The couple have grown Comfrey for many years and are amazed that so few gardeners and allotment holders grow it, as it has many uses. This herbaceous perennial grows year after year, and is purported to have healing properties for a great many ailments. Jo herself has used it successfully in treating her horses, and its wound-healing properties are also evident in their sprightly dog, Flicka, whose broken leg was healed with the aid of a Comfrey poultice and their veterinarian daughter.
On a plot of about a third of an acre, Brian grows fodder beet and mangolds as food for his sheep, cattle, horses and llamas (kept for their wool), as well as a potato crop.
Brian contacted I-SIS a short while ago after reading the articles on the system of rice intensification (SRI) techniques developed in Madagascar (see "Fantastic Rice Yields Fact or Fantasy" & "Does SRI Work?" SIS 23) and invited us to visit his farm. He too claims to have increased his potato yield substantially by turning conventional seed planting ideas on their head.
After being regularly disappointed with his potato yield for several years, Brian adopted a new system of planting his seed potatoes, which also involves spacing the plants further apart. Instead of drilling a hole, and spacing each seed potato 15 to 18 inches apart in each direction, he now uses a sub-soiler. The sub-soiler lifts the earth as it cuts through the soil at a depth of 18 to 24 inches. As the main blade churns the earth below the surface, the shaft cuts channels, which are located six feet apart. The seed potatoes are then placed into this channel or row at 18-inch intervals. This method of spacing the plants further apart allows air currents to flow freely around the plants, preventing the likelihood of disease.
Brian claims that his potato yield has been transformed, and he is convinced that this system is far more effective than conventional ways of planting potatoes. He tells us that he gets more weight per potato; for the same weight, his bags are now only two-thirds full. Recently dug potatoes showed all the signs of a strong yield per plant and there was not a bad quality spud anywhere.
His concerns go far beyond that of a desire to increase his own potato yield. Brian believes everybody with a garden or allotment has a responsibility to use them to their potential and grow a portion, if not all, of their own food. In addition to the vegetables and other crops, and the usual animals for meat, milk, eggs and wool, they also have turkeys, and a pond with carp and ducks.
Over forty years, Brian and Jo have witnessed the intensification of large scale farming all around them. They have seen with their own eyes the increasing amounts of pesticides and herbicides being used, with no evidence that this has actually improved crop yield. Brian says that farmers he has met complain of needing increasingly more powerful equipment to plough the compacted soil of their fields. They also tell him that the earth is now so barren of life that birds no longer feed from the freshly ploughed soil. Brian is convinced that current farming methods are unsustainable. As for GM, it's just taking the intensification one step further, with possibly even worse consequences.

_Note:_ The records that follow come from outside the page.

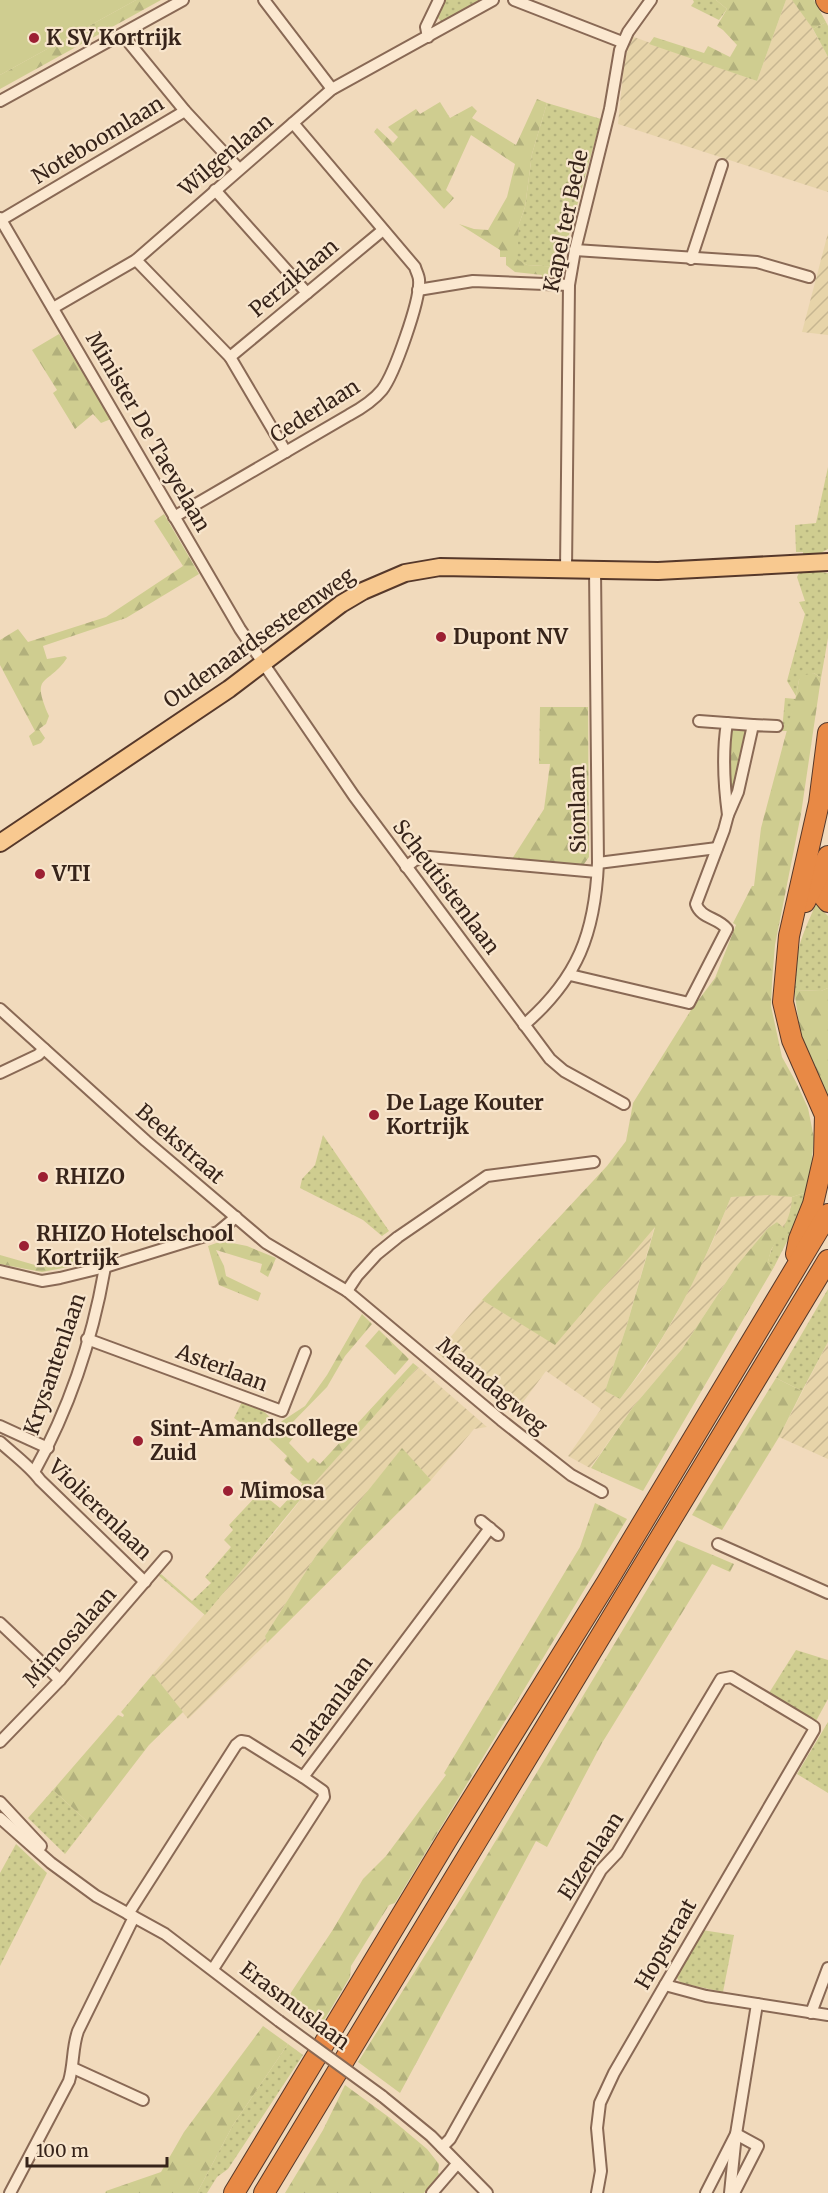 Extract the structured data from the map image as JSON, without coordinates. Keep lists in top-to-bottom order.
{
  "streets": {
    "main road": ["Oudenaardsesteenweg"],
    "street": [
      "Noteboomlaan",
      "Wilgenlaan",
      "Kapel ter Bede",
      "Perziklaan",
      "Cederlaan",
      "Minister De Taeyelaan",
      "Sionlaan",
      "Scheutistenlaan",
      "Beekstraat",
      "Krysantenlaan",
      "Asterlaan",
      "Maandagweg",
      "Violierenlaan",
      "Mimosalaan",
      "Plataanlaan",
      "Elzenlaan",
      "Hopstraat",
      "Erasmuslaan"
    ]
  },
  "crossings": [
    ["Noteboomlaan", "Minister De Taeyelaan"],
    ["Wilgenlaan", "Minister De Taeyelaan"],
    ["Kapel ter Bede", "Oudenaardsesteenweg"],
    ["Cederlaan", "Minister De Taeyelaan"],
    ["Minister De Taeyelaan", "Oudenaardsesteenweg"],
    ["Minister De Taeyelaan", "Scheutistenlaan"],
    ["Oudenaardsesteenweg", "Sionlaan"],
    ["Oudenaardsesteenweg", "Scheutistenlaan"],
    ["Sionlaan", "Scheutistenlaan"],
    ["Beekstraat", "Maandagweg"],
    ["Krysantenlaan", "Asterlaan"],
    ["Krysantenlaan", "Violierenlaan"],
    ["Violierenlaan", "Mimosalaan"],
    ["Plataanlaan", "Erasmuslaan"],
    ["Elzenlaan", "Hopstraat"],
    ["Elzenlaan", "Erasmuslaan"]
  ],
  "places": [
    "K SV Kortrijk",
    "Dupont NV",
    "VTI",
    "De Lage Kouter Kortrijk",
    "RHIZO",
    "RHIZO Hotelschool Kortrijk",
    "Sint-Amandscollege Zuid",
    "Mimosa"
  ],
  "scale_bar": "100 m"
}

His message is clear; we all need to reduce our reliance on intensive agriculture, and produce food locally and in a sustainable manner. "People think organic farming is a new thing," he says, "but this is how it always used to be done. Everybody with a small patch of land needs to be doing something."
Brian and Jo have discussed the idea of introducing an Internet website for small gardeners and allotment holders to share knowledge and ideas of growing food sustainably. This could be the start in catalysing action to ensure food production at a local level, which does not harm the environment; the alternative is unacceptable, they feel.